Diogo was also a co-founder and member of the Board of the European VentureClub, a network of leading international venture capital firms and corporate investors interested to co-invest in Europe and foster the internationalisation of European startups.

== Awards ==
In 2006, Diogo received from Portuguese President of Republic Jorge Sampaio one of his country’s highest honours for his work, the "Commander of the Order of Prince D. Henrique".

== Related work ==
Diogo chaired the Business Panel on Future EU Innovation Policy, set up by the European Commission in January 2009, which called for a radical change in European innovation policies. Following the Business Panel report, he was later invited by European Commissioner for Research and Innovation Ms Máire Geoghegan-Quinn to become a member of the High Level Panel on Measurement of Innovation, advising her and her colleagues on various innovation issues, as well as on the choice of a new headline innovation indicator in support of the Europe 2020 Strategy. Also as a follow up of Business Panel work, he was also actively involved in the organization of the Informal Panel on EU Innovation, that developed a set of proposals, ideas and recommendations on how to successfully implement the Innovation Union Initiative.

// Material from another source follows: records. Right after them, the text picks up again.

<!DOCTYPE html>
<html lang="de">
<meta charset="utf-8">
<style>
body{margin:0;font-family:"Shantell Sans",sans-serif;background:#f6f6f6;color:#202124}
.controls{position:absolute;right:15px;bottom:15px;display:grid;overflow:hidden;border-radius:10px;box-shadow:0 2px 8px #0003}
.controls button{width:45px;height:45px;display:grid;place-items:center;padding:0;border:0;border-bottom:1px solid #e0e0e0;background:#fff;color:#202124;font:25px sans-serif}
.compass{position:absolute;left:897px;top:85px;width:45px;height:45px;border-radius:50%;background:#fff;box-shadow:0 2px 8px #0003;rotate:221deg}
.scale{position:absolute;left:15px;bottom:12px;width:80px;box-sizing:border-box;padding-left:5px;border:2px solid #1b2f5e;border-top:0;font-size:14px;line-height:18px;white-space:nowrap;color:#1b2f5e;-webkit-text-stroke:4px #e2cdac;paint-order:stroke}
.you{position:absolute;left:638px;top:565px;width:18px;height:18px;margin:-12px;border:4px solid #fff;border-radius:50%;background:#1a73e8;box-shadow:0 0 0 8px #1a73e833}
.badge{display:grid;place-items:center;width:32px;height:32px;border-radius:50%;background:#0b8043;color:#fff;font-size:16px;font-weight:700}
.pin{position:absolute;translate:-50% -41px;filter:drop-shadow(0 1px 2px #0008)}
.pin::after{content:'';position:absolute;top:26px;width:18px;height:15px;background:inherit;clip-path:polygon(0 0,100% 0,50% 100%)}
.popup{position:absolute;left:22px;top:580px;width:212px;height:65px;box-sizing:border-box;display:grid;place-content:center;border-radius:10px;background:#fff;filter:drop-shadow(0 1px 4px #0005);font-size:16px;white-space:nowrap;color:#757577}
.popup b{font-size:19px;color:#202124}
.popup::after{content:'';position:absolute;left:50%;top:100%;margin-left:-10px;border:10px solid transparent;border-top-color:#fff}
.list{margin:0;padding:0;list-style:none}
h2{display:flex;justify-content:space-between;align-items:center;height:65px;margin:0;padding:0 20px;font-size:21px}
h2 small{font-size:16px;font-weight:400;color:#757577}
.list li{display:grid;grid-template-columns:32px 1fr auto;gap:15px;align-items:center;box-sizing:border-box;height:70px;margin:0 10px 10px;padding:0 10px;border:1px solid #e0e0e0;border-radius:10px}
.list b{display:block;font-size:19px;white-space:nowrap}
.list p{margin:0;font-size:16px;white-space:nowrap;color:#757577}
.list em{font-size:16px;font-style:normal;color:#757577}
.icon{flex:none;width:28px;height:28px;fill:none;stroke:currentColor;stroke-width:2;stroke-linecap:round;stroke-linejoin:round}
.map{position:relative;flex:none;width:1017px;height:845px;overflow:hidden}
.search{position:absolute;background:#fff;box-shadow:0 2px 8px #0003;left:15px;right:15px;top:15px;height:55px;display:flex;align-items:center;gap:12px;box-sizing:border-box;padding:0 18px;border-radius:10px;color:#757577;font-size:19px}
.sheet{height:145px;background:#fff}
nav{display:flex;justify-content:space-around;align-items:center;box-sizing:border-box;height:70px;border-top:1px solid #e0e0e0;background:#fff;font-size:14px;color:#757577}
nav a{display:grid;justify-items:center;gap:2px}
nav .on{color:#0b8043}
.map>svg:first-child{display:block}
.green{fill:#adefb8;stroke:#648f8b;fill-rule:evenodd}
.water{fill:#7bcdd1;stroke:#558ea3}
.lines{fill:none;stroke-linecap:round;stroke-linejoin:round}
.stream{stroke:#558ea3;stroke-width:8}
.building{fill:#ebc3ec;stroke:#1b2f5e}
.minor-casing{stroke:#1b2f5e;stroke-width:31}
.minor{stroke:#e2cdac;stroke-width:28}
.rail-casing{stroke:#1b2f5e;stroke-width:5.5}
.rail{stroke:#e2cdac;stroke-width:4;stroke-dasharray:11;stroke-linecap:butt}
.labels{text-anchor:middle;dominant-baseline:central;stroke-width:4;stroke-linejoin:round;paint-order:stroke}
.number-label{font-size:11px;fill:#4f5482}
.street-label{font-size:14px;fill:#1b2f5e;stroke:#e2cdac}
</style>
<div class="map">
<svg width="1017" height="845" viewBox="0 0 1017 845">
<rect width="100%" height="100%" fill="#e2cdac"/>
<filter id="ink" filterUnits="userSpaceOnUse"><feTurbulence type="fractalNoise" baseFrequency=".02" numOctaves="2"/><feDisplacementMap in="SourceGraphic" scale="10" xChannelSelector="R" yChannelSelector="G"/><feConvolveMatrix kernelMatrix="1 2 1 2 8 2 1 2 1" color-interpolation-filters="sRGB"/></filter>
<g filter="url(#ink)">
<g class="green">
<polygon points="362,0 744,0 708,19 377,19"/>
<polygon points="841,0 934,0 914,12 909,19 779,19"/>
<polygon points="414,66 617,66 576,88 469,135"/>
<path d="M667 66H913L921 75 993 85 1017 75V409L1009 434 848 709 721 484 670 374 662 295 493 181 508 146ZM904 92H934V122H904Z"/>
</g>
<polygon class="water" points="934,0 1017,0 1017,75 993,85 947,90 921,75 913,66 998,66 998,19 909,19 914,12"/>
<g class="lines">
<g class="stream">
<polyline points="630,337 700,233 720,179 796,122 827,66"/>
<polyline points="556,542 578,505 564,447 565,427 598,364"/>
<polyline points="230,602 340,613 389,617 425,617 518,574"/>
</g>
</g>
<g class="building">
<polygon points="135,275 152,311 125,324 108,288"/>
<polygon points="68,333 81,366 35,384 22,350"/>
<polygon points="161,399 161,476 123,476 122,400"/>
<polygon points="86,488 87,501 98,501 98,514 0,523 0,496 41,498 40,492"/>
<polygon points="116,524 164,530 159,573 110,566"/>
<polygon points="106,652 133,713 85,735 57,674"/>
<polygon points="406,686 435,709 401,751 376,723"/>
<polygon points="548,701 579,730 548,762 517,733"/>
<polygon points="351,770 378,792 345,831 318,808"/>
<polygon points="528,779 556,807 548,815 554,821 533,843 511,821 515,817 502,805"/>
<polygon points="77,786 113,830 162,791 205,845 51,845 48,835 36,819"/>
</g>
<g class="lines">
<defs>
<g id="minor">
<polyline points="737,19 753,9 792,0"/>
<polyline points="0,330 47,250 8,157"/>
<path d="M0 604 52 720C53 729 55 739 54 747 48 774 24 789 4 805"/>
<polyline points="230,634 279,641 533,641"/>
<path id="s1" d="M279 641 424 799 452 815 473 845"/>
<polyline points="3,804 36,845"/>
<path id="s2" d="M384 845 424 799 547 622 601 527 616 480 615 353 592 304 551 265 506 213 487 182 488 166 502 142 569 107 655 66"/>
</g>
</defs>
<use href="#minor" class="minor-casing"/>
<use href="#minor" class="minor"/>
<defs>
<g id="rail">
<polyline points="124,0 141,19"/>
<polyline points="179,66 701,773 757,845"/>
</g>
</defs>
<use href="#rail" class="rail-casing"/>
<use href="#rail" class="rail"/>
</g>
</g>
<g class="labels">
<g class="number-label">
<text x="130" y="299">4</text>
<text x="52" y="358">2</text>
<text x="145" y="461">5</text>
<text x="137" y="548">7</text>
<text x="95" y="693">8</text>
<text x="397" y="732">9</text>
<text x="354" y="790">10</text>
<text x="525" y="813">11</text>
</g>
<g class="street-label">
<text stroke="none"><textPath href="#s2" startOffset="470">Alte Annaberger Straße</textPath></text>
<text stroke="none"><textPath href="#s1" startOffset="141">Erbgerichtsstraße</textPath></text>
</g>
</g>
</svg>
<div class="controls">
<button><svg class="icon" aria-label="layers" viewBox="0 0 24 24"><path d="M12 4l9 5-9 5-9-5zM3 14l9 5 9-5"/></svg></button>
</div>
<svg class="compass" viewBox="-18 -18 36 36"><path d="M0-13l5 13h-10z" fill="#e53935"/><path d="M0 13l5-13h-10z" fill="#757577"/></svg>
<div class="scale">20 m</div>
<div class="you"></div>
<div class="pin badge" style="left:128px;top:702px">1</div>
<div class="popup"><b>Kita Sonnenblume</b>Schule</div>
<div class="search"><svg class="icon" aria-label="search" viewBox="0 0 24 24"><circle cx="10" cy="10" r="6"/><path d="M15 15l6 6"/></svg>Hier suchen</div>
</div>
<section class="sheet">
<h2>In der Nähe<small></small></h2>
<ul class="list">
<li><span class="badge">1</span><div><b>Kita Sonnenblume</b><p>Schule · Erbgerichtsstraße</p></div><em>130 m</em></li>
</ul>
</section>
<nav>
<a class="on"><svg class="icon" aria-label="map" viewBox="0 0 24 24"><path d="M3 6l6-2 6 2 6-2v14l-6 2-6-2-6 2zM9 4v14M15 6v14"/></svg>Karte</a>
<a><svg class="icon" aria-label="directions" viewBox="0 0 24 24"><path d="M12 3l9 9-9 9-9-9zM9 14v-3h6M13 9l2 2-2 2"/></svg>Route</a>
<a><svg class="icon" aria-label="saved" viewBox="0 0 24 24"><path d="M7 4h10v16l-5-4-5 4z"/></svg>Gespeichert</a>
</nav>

He collaborated with European Investment Bank and OECD on innovation issues. Diogo also worked with Lebanon and Palestine on innovation, IT & broadband for social cohesion and economy growth. He was a member of the ICT industry working group assisting the European Commission in the implementation of the Digital Agenda initiative, namely regarding next generation networks.

He advised the EU on ambient assisted living innovation, namely as a member of the high-level panel responsible for the interim evaluation of the EU AAL Joint Programme. Diogo also participated in the high-level panel established by European Commissioner Neelie Kroes to advise the European Commission on ICT innovative solutions to help elderly to live more independently, giving input on the "European Innovation Partnerships" and shaping the "Active and Healthy Ageing pilots".

In the field of Social Innovation, he co-authored the report on "Europe and Social Innovation" for the BEPA (Bureau of European Policy Advisers) and was at the forefront of the European Social Innovation Initiative (SIE), launched 16–17 March 2011 by the European Commission. Acknowledging his lead role in this field, the European Commission has also launched the "European Social innovation prize Competition inmemory of Diogo Vasconcelos".